> _ABOUT THIS TASK_
Which lines in the data contain the word "callout"? Please copy each of them.

(DATA TO PROCESS Opens)

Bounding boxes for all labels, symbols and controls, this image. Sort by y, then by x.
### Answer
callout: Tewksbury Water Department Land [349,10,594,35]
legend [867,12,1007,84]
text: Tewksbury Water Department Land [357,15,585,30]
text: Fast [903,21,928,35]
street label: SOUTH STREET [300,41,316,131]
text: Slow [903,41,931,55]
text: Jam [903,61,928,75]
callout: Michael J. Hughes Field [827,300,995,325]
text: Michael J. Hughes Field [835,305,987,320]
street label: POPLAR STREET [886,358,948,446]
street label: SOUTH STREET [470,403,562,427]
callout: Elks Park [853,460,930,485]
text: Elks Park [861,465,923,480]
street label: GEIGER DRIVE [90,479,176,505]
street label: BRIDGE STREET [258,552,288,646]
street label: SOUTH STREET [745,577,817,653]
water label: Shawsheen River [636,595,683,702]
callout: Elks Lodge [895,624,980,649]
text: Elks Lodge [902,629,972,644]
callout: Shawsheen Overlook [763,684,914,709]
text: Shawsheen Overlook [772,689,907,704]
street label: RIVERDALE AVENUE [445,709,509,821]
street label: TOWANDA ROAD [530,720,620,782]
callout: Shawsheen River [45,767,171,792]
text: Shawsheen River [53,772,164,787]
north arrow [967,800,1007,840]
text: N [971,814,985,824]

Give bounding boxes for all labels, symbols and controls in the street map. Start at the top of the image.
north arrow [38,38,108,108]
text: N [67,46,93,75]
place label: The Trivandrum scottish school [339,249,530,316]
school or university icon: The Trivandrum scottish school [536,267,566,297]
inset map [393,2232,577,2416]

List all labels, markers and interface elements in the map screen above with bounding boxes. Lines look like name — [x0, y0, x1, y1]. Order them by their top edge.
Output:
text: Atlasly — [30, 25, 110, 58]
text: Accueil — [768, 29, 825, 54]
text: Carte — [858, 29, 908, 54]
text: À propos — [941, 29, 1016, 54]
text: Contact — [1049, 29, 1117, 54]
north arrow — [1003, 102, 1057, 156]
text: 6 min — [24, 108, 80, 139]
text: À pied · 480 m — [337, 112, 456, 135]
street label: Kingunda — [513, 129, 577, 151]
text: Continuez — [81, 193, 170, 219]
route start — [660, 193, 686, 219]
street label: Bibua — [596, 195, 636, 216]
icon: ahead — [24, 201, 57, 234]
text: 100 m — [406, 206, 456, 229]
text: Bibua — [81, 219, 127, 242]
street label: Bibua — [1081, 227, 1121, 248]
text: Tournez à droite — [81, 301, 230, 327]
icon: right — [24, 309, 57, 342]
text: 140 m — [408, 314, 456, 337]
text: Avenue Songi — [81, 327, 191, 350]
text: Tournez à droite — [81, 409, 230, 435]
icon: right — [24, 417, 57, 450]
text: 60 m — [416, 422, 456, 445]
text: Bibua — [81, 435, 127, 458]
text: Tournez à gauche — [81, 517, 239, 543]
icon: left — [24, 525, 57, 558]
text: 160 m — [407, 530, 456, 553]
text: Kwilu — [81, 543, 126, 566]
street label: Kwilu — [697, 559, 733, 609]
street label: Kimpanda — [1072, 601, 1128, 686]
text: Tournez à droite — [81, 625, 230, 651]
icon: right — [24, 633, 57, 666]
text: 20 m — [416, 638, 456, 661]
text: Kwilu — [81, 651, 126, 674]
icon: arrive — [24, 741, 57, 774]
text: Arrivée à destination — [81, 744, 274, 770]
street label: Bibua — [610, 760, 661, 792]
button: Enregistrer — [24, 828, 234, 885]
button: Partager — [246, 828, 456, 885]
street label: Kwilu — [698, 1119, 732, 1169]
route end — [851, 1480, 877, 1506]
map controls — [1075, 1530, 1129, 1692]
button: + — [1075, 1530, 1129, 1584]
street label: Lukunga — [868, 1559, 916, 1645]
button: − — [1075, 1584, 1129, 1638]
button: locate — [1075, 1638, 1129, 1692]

(DATA TO PROCESS Closes)

> _TASK SOLUTION_
callout: Tewksbury Water Department Land [349,10,594,35]
callout: Michael J. Hughes Field [827,300,995,325]
callout: Elks Park [853,460,930,485]
callout: Elks Lodge [895,624,980,649]
callout: Shawsheen Overlook [763,684,914,709]
callout: Shawsheen River [45,767,171,792]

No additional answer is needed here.